*Input records*.

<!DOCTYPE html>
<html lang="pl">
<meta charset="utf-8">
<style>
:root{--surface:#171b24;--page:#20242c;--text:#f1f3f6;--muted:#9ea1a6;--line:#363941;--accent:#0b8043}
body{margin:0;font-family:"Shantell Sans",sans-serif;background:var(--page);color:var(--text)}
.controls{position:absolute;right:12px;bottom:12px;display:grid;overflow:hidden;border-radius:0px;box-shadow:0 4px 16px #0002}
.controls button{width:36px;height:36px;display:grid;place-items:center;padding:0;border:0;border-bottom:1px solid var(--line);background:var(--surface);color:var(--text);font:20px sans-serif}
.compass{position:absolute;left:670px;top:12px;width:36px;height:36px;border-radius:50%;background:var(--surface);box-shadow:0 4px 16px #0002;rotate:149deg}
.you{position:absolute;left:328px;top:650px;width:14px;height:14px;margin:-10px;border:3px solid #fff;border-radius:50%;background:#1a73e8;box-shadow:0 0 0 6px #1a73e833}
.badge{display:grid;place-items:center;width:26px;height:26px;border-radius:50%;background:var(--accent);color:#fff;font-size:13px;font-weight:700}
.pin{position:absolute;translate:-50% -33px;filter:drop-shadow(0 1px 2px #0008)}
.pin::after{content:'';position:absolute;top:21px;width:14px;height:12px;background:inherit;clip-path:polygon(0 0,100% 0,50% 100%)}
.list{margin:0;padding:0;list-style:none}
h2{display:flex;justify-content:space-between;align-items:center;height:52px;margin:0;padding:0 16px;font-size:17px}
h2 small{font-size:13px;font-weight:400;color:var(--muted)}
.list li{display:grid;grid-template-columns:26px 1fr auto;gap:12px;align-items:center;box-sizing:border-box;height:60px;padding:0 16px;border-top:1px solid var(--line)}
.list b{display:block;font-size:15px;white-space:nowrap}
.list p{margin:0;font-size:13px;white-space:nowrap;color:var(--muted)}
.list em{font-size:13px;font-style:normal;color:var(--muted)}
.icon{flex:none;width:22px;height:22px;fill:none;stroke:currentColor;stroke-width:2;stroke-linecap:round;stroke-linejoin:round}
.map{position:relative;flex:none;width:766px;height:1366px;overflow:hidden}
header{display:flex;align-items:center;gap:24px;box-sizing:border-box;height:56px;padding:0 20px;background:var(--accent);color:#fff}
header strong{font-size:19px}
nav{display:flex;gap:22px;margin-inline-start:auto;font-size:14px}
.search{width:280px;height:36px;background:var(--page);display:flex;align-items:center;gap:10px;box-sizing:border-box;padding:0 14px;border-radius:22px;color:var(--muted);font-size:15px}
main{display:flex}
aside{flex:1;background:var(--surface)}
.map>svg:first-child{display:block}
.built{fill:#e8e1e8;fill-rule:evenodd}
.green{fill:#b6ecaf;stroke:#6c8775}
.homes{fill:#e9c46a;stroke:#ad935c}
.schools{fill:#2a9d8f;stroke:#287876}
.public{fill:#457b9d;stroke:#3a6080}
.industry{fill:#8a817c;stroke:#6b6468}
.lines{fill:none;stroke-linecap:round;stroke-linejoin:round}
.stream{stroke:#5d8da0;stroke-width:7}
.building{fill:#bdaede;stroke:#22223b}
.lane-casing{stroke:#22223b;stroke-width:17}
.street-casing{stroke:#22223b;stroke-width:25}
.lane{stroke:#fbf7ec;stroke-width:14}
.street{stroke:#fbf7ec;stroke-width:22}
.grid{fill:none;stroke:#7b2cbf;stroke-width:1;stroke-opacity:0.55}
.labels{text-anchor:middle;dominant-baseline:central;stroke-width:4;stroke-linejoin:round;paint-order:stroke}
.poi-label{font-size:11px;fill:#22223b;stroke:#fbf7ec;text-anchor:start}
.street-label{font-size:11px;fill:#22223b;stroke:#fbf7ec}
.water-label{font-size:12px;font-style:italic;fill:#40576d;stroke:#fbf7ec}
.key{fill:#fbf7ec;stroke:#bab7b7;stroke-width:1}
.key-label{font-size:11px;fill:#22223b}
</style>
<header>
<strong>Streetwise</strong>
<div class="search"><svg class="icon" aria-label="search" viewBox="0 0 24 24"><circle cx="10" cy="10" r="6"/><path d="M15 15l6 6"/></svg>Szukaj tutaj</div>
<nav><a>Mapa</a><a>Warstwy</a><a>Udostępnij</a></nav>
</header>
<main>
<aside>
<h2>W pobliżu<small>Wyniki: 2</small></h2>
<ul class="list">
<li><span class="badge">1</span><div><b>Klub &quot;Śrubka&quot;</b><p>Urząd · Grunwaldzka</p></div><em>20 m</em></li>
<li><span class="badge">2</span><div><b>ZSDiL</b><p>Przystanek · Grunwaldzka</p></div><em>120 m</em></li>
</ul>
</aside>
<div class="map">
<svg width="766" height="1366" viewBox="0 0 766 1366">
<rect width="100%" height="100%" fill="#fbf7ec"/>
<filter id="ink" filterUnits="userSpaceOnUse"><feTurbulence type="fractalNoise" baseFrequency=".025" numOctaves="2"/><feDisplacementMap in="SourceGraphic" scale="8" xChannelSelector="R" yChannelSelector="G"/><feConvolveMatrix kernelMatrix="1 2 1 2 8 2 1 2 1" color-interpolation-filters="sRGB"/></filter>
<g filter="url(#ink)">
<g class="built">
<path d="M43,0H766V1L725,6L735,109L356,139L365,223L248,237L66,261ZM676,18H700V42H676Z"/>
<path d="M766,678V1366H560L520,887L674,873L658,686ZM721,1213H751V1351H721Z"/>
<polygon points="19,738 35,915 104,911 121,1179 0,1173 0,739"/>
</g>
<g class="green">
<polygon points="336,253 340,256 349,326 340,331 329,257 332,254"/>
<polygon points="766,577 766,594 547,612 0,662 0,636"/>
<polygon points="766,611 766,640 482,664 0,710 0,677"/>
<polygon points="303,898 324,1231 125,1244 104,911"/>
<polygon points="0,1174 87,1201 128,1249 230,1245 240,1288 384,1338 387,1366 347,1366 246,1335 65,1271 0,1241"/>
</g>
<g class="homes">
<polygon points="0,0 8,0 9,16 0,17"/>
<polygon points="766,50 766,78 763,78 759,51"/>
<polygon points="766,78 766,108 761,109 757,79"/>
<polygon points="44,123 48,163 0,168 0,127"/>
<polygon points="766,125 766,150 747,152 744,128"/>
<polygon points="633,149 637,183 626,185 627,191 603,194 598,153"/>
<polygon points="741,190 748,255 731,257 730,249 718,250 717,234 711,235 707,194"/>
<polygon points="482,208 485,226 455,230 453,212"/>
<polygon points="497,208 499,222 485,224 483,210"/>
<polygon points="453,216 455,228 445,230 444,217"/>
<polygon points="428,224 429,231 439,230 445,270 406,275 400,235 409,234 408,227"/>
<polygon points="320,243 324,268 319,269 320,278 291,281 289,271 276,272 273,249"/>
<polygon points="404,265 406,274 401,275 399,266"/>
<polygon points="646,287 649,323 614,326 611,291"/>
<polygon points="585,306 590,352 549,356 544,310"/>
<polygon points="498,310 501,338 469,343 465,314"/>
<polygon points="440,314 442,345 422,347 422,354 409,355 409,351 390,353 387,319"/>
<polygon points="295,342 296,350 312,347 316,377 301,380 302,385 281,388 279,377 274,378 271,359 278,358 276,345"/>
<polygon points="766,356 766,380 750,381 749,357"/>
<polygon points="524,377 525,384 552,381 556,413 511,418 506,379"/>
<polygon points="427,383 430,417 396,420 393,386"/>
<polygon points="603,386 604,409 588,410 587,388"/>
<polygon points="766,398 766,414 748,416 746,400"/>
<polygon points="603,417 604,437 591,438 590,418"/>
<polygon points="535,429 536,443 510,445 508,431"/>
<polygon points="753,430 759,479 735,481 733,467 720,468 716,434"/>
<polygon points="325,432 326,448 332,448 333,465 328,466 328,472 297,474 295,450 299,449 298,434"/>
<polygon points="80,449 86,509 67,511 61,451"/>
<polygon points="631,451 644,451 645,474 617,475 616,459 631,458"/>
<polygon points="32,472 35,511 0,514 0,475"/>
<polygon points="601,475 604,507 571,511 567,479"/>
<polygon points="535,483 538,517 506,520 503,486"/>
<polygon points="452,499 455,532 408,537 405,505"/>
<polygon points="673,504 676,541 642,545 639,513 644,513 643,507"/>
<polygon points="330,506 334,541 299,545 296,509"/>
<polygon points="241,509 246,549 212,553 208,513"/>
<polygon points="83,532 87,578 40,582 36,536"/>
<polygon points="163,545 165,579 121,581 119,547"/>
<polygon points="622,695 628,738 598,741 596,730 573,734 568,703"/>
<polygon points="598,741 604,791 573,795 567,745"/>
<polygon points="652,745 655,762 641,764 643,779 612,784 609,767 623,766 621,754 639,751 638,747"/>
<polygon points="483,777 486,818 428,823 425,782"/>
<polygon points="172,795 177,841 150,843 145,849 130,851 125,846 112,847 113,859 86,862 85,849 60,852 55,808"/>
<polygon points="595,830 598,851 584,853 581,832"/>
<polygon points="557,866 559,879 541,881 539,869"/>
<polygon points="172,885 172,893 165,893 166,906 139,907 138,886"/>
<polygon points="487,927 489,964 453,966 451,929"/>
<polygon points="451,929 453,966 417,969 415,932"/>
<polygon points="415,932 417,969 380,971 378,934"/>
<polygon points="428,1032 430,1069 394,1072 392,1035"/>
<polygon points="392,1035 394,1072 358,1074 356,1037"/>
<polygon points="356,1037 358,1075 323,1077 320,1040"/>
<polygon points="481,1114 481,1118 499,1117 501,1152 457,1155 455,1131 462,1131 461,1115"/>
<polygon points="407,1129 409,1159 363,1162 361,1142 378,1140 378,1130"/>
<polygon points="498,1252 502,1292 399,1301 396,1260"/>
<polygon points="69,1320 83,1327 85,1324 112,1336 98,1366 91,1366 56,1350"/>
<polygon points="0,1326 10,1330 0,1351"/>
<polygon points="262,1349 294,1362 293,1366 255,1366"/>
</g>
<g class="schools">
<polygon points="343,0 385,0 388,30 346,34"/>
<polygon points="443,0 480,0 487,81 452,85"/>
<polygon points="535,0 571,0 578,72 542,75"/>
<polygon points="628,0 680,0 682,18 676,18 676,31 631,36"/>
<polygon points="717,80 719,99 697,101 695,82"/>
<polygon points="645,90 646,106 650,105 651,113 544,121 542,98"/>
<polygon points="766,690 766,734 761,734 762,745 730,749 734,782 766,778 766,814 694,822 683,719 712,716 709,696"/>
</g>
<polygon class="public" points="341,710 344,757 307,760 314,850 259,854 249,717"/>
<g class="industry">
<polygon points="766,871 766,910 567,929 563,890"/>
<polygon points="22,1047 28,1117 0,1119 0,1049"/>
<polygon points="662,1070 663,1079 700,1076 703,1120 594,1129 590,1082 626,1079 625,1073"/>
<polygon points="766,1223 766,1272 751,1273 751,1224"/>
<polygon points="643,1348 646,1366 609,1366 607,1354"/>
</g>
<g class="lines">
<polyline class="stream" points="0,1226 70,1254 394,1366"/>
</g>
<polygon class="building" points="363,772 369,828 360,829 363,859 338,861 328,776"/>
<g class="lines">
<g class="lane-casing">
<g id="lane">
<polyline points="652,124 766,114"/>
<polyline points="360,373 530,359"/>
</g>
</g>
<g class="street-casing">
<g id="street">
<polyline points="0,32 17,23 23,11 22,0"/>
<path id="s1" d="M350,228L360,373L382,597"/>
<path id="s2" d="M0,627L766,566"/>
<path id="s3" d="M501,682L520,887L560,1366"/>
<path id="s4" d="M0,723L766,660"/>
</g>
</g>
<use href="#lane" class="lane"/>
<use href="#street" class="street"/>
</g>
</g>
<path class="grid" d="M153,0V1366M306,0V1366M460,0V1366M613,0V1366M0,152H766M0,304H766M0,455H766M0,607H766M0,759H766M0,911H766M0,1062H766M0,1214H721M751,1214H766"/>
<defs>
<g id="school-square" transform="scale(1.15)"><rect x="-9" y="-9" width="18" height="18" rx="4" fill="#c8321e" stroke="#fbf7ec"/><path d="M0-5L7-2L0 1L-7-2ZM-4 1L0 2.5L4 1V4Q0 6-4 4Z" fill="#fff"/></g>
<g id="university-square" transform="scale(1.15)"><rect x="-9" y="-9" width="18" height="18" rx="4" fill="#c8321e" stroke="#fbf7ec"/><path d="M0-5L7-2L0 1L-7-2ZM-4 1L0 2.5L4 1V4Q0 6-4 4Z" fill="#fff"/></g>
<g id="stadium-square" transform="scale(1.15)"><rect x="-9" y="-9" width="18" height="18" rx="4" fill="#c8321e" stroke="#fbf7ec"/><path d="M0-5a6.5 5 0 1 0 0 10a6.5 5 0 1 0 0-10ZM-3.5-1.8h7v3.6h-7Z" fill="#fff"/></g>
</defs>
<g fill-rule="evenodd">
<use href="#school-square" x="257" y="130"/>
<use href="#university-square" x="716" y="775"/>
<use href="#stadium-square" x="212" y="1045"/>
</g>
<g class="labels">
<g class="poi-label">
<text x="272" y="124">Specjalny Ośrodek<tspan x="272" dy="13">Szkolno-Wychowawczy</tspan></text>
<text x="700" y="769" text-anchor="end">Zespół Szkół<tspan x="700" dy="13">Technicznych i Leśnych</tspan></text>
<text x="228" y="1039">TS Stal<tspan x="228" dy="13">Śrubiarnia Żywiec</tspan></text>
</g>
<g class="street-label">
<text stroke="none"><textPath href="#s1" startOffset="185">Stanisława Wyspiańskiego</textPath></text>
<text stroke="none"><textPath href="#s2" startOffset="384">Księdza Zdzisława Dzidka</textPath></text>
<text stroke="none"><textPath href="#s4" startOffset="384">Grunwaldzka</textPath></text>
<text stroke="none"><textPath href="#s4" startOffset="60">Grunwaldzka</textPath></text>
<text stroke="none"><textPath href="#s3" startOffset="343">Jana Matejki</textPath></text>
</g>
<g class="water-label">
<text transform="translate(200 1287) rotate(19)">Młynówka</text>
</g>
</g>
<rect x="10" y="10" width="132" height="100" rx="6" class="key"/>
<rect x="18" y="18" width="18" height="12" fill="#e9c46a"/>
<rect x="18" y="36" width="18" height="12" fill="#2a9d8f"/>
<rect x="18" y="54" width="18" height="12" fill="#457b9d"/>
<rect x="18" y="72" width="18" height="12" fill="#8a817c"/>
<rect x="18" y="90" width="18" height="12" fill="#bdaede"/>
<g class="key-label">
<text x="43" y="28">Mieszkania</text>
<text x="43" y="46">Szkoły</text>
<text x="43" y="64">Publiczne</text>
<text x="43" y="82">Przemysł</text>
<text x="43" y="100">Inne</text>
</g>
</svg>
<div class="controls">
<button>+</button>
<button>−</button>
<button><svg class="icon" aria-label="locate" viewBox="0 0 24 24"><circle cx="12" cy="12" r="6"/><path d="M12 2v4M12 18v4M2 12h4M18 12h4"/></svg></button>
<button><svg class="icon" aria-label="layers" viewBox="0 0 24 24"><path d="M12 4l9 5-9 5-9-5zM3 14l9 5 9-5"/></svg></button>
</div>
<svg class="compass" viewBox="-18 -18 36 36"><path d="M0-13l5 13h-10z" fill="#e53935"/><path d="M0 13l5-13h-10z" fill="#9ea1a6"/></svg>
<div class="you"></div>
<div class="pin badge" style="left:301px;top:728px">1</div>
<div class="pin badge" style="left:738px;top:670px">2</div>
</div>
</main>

*Problem requirements*. Identify the lines in the entries above that contain "bottom", then copy them out.

*Result*.
.controls{position:absolute;right:12px;bottom:12px;display:grid;overflow:hidden;border-radius:0px;box-shadow:0 4px 16px #0002}
.controls button{width:36px;height:36px;display:grid;place-items:center;padding:0;border:0;border-bottom:1px solid var(--line);background:var(--surface);color:var(--text);font:20px sans-serif}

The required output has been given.